Find every line in the records below that holds the word "each", and copy it out.

[[ SUPPLIED RECORDS, beginning ]]

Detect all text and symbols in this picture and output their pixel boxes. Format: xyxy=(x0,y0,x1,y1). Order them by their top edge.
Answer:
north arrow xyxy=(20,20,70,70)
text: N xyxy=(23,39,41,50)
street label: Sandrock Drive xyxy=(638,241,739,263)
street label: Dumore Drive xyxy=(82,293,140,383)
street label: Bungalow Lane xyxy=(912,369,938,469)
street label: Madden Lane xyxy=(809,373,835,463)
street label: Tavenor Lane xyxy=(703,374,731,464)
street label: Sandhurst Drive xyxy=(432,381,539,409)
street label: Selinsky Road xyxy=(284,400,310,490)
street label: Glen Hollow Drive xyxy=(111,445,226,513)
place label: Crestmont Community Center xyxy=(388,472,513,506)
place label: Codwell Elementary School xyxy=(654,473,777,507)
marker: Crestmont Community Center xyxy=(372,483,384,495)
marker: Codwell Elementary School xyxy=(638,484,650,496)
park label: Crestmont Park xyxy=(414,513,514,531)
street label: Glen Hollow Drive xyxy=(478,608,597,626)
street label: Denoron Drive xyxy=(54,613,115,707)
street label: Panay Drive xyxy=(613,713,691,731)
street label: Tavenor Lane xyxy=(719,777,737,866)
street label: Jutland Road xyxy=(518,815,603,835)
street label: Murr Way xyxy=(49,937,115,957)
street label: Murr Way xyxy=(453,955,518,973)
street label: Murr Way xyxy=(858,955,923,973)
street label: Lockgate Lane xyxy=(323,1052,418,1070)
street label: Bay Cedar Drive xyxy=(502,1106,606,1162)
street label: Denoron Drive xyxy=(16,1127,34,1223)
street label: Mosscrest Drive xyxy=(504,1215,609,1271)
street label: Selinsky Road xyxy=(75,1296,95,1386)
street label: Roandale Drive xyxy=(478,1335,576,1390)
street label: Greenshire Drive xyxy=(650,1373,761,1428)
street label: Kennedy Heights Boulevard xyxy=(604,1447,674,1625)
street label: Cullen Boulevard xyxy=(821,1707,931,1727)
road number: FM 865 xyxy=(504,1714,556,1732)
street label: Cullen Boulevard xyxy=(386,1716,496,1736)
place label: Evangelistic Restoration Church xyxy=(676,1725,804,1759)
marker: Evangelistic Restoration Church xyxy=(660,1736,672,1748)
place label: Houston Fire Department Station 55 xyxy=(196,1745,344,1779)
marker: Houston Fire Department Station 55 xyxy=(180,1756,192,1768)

[[ SUPPLIED RECORDS, end ]]
[[ SUPPLIED RECORDS, beginning ]]

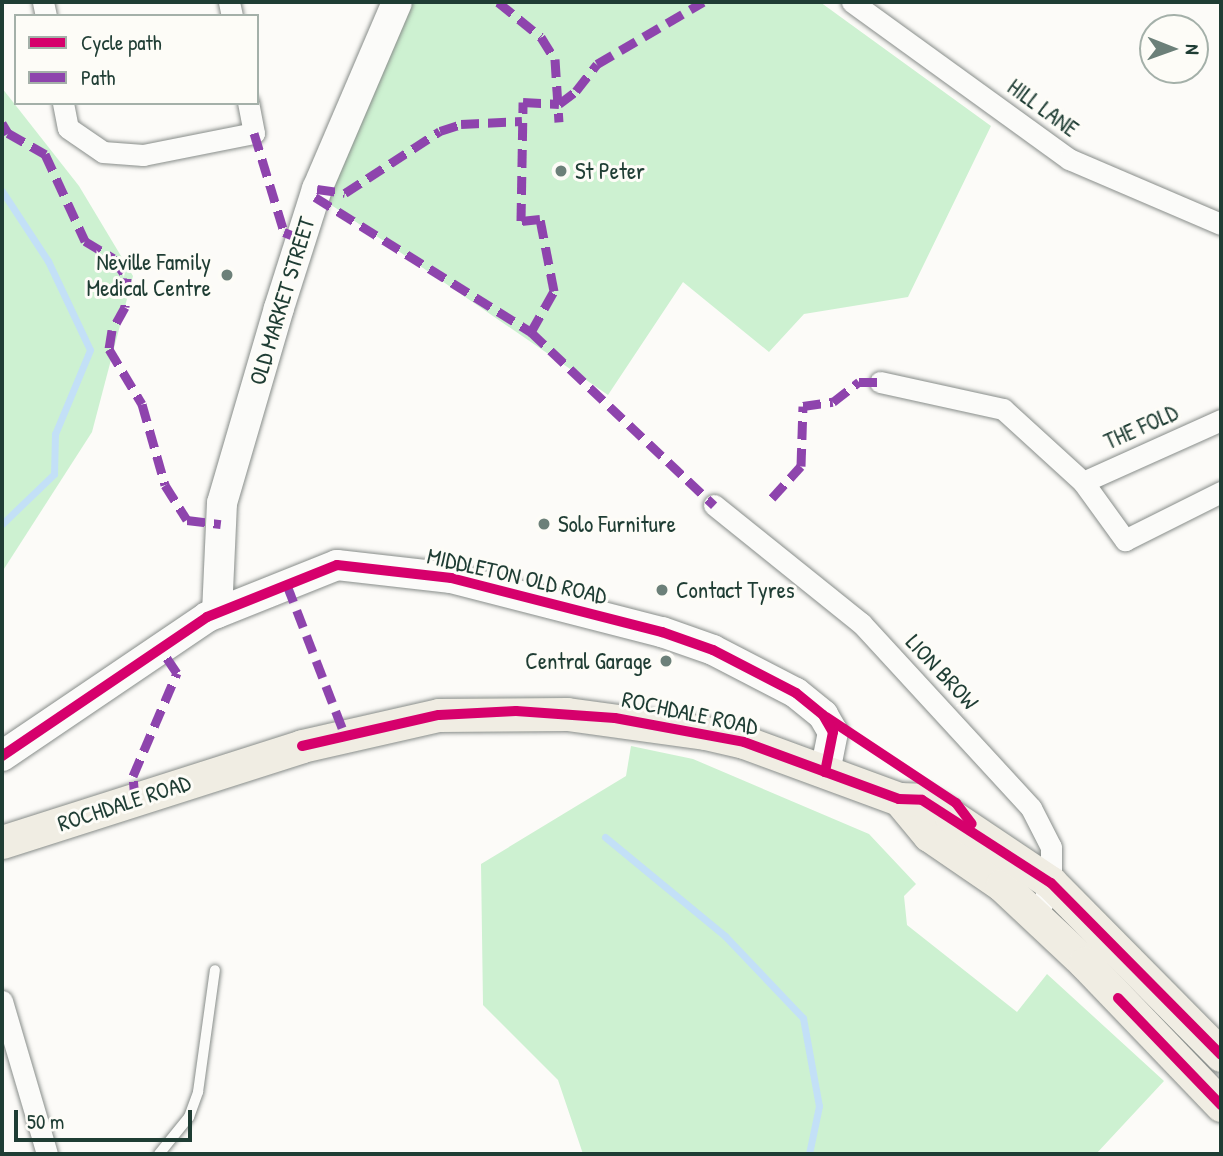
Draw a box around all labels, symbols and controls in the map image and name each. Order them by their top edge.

[[ SUPPLIED RECORDS, end ]]
[[ SUPPLIED RECORDS, beginning ]]

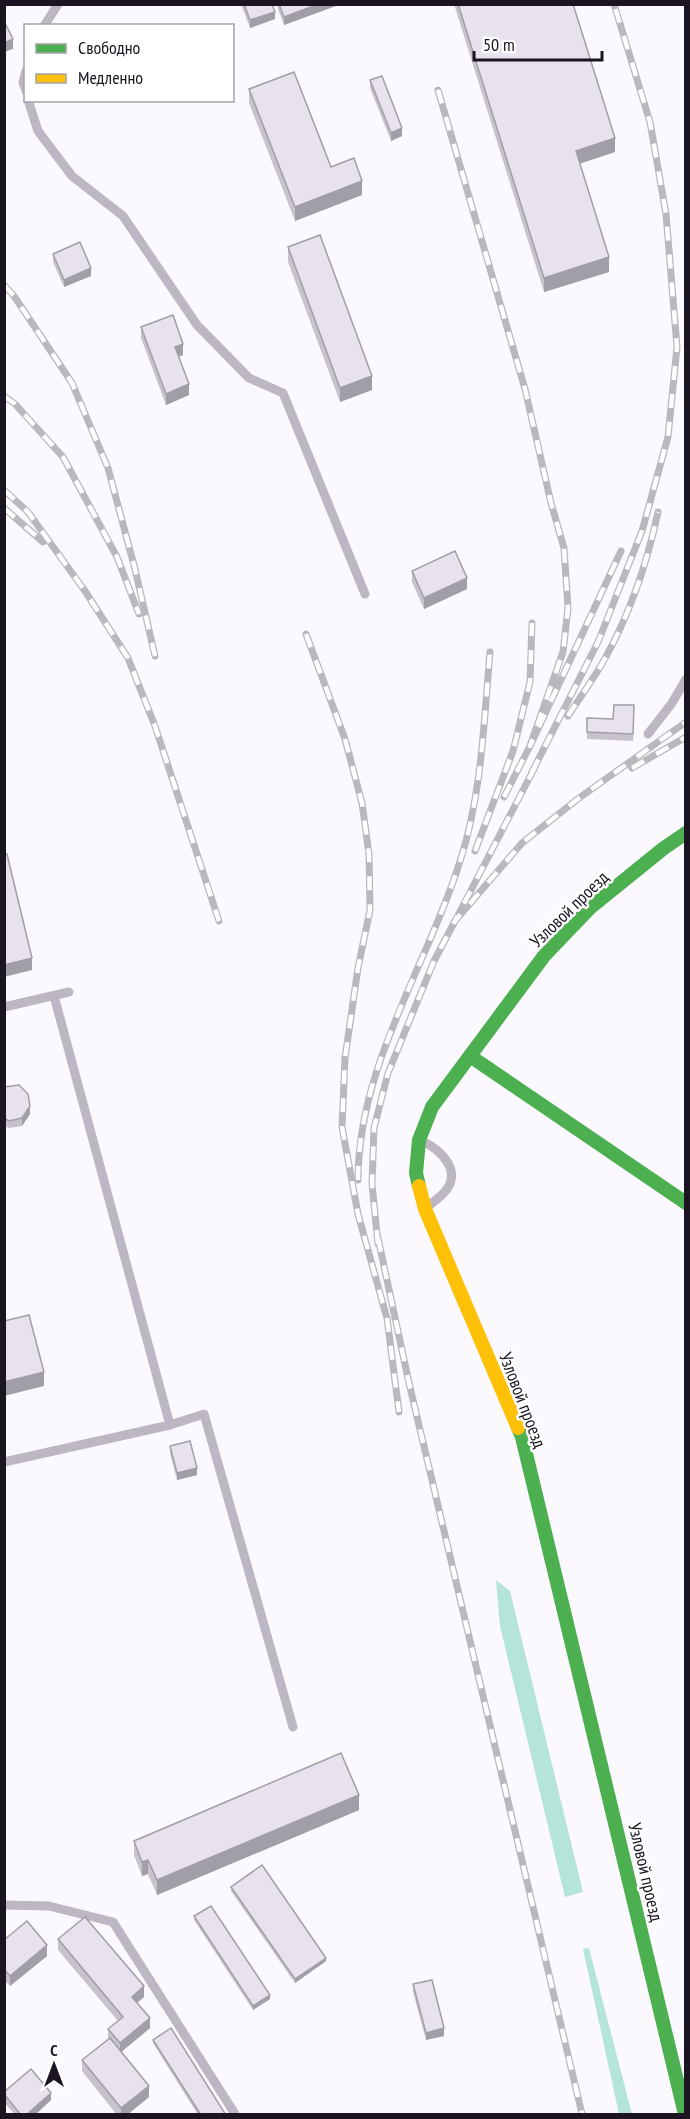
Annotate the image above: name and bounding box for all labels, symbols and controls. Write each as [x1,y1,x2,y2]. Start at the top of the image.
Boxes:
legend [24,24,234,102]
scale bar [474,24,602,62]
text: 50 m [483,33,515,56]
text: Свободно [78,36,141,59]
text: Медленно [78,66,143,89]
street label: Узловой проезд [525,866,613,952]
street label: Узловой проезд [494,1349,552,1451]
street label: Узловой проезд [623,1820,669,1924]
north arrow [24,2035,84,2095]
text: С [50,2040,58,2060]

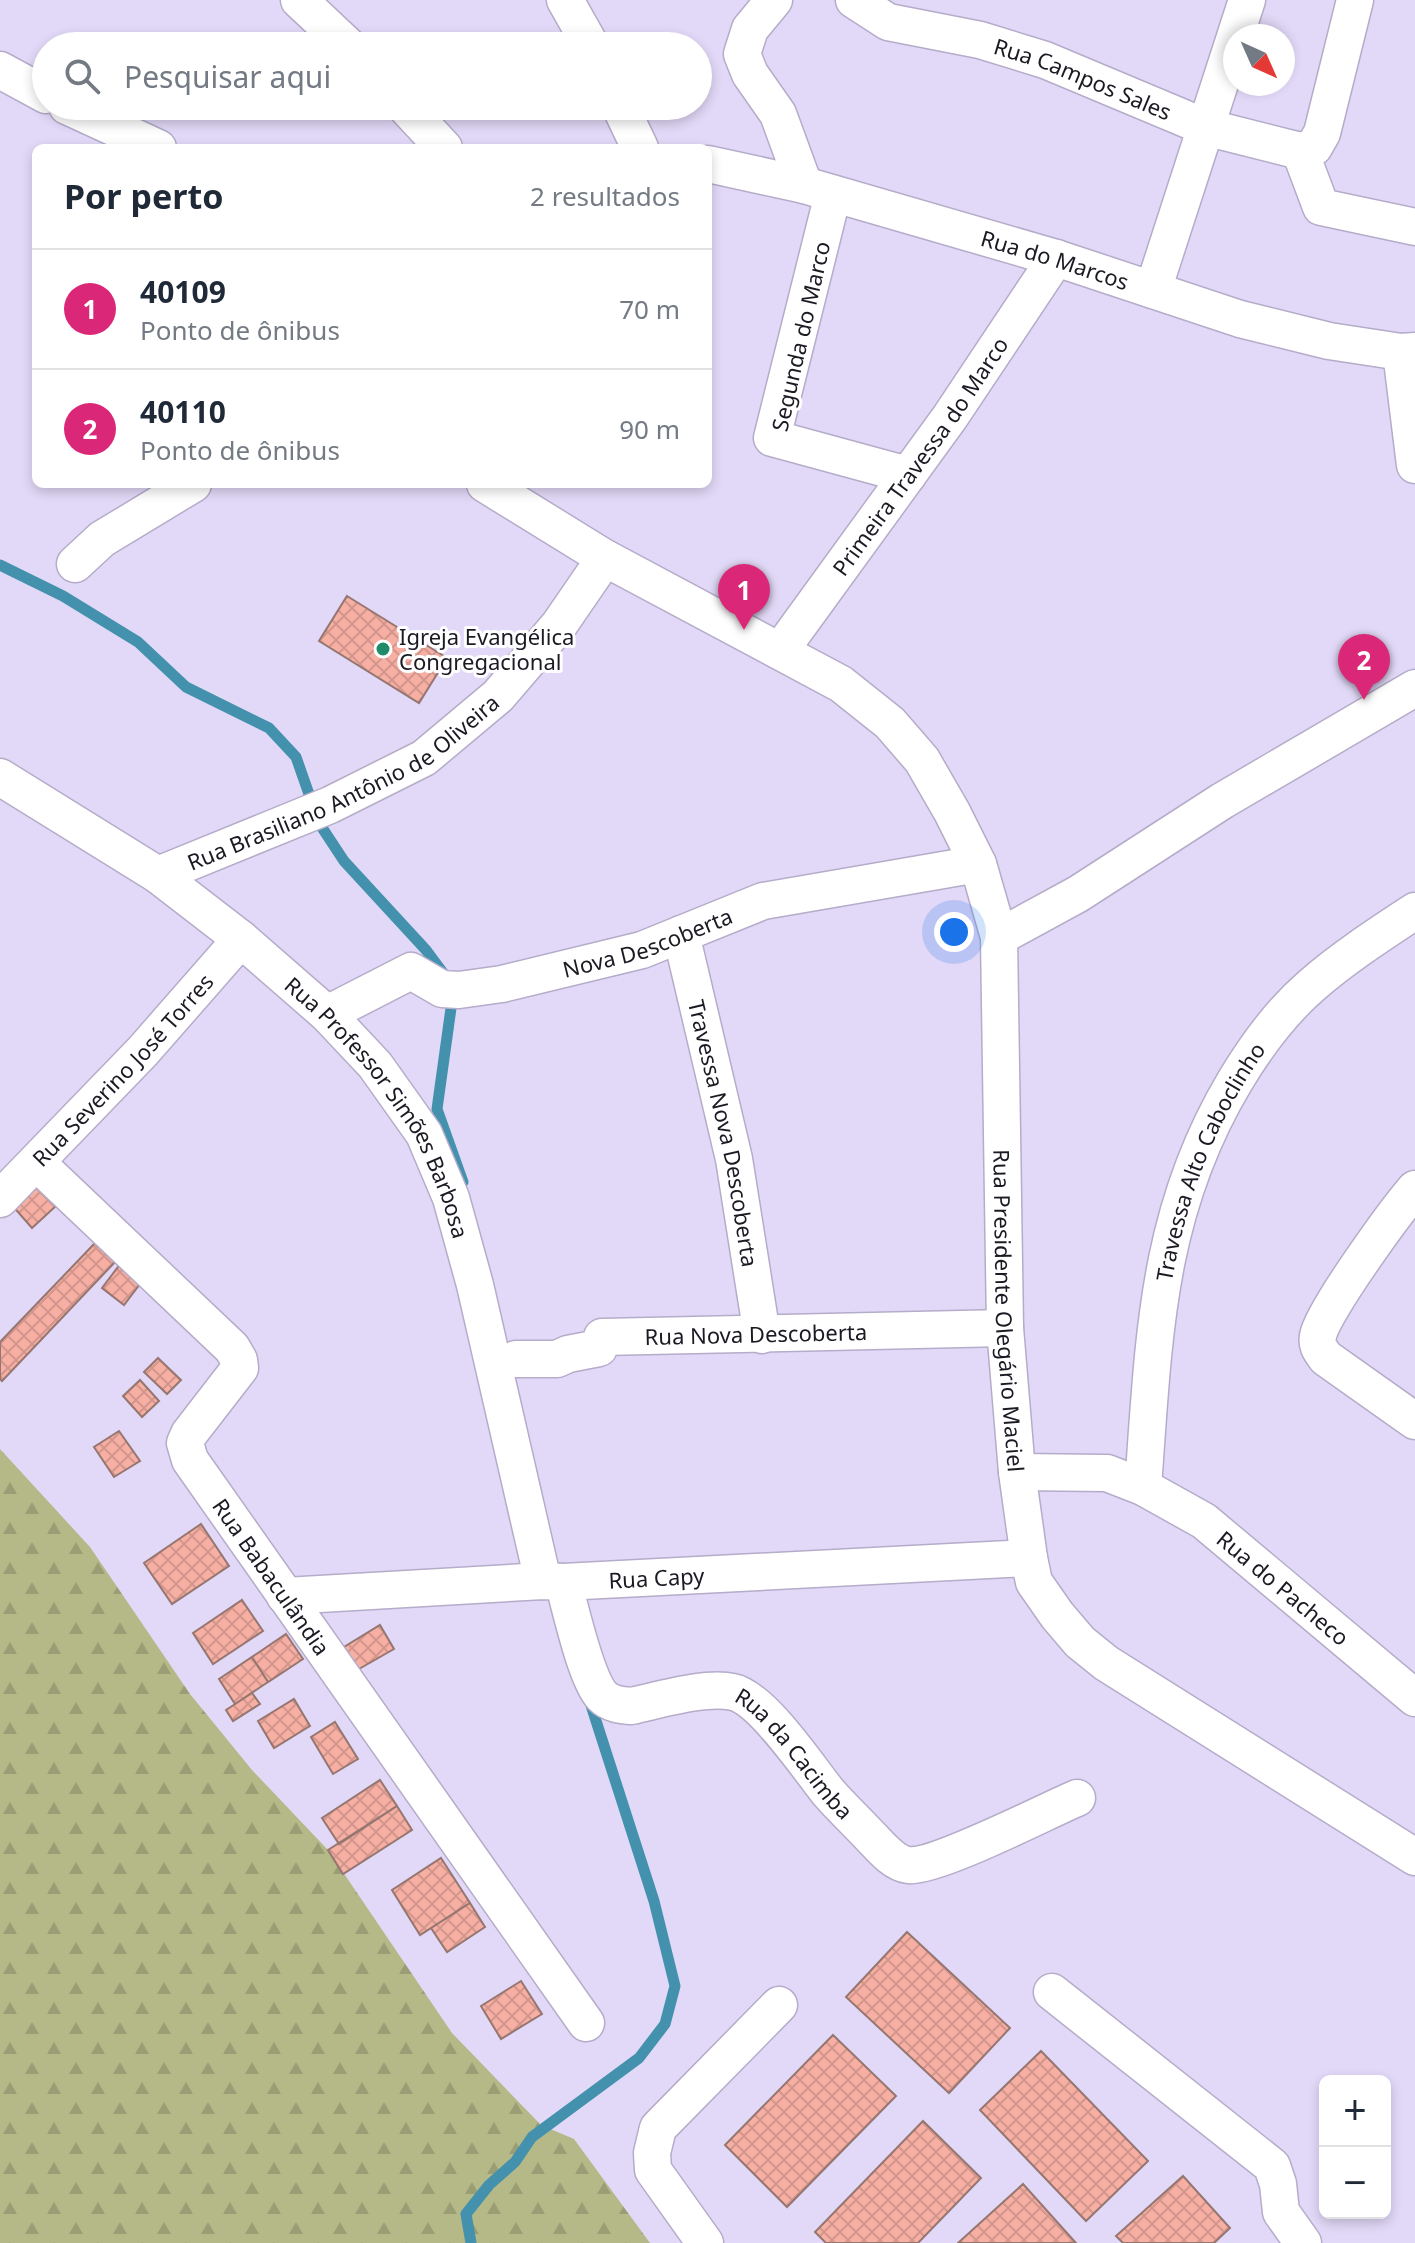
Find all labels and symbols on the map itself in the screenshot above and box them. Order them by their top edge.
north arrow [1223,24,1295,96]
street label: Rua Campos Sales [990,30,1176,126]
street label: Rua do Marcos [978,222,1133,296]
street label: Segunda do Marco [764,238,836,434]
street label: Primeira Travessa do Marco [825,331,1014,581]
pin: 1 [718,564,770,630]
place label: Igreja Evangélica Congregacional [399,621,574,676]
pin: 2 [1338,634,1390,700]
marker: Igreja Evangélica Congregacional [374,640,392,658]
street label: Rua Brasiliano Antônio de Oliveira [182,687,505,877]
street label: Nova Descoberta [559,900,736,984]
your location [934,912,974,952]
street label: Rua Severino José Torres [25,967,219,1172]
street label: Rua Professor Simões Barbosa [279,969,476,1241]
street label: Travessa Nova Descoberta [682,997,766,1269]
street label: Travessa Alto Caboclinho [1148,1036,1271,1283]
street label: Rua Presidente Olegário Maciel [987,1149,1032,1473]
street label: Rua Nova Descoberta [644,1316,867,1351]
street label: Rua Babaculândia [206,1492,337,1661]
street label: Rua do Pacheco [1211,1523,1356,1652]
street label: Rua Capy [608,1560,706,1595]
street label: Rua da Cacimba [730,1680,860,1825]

[[ SUPPLIED RECORDS, end ]]

▶ [ANSWER SPACE]:
Draw a box around all labels, symbols and controls in the map image and name each. Order them by their top edge.
Annotate the image above: name and bounding box for all labels, symbols and controls. Write each as [x1,y1,x2,y2]. Start at the top of the image.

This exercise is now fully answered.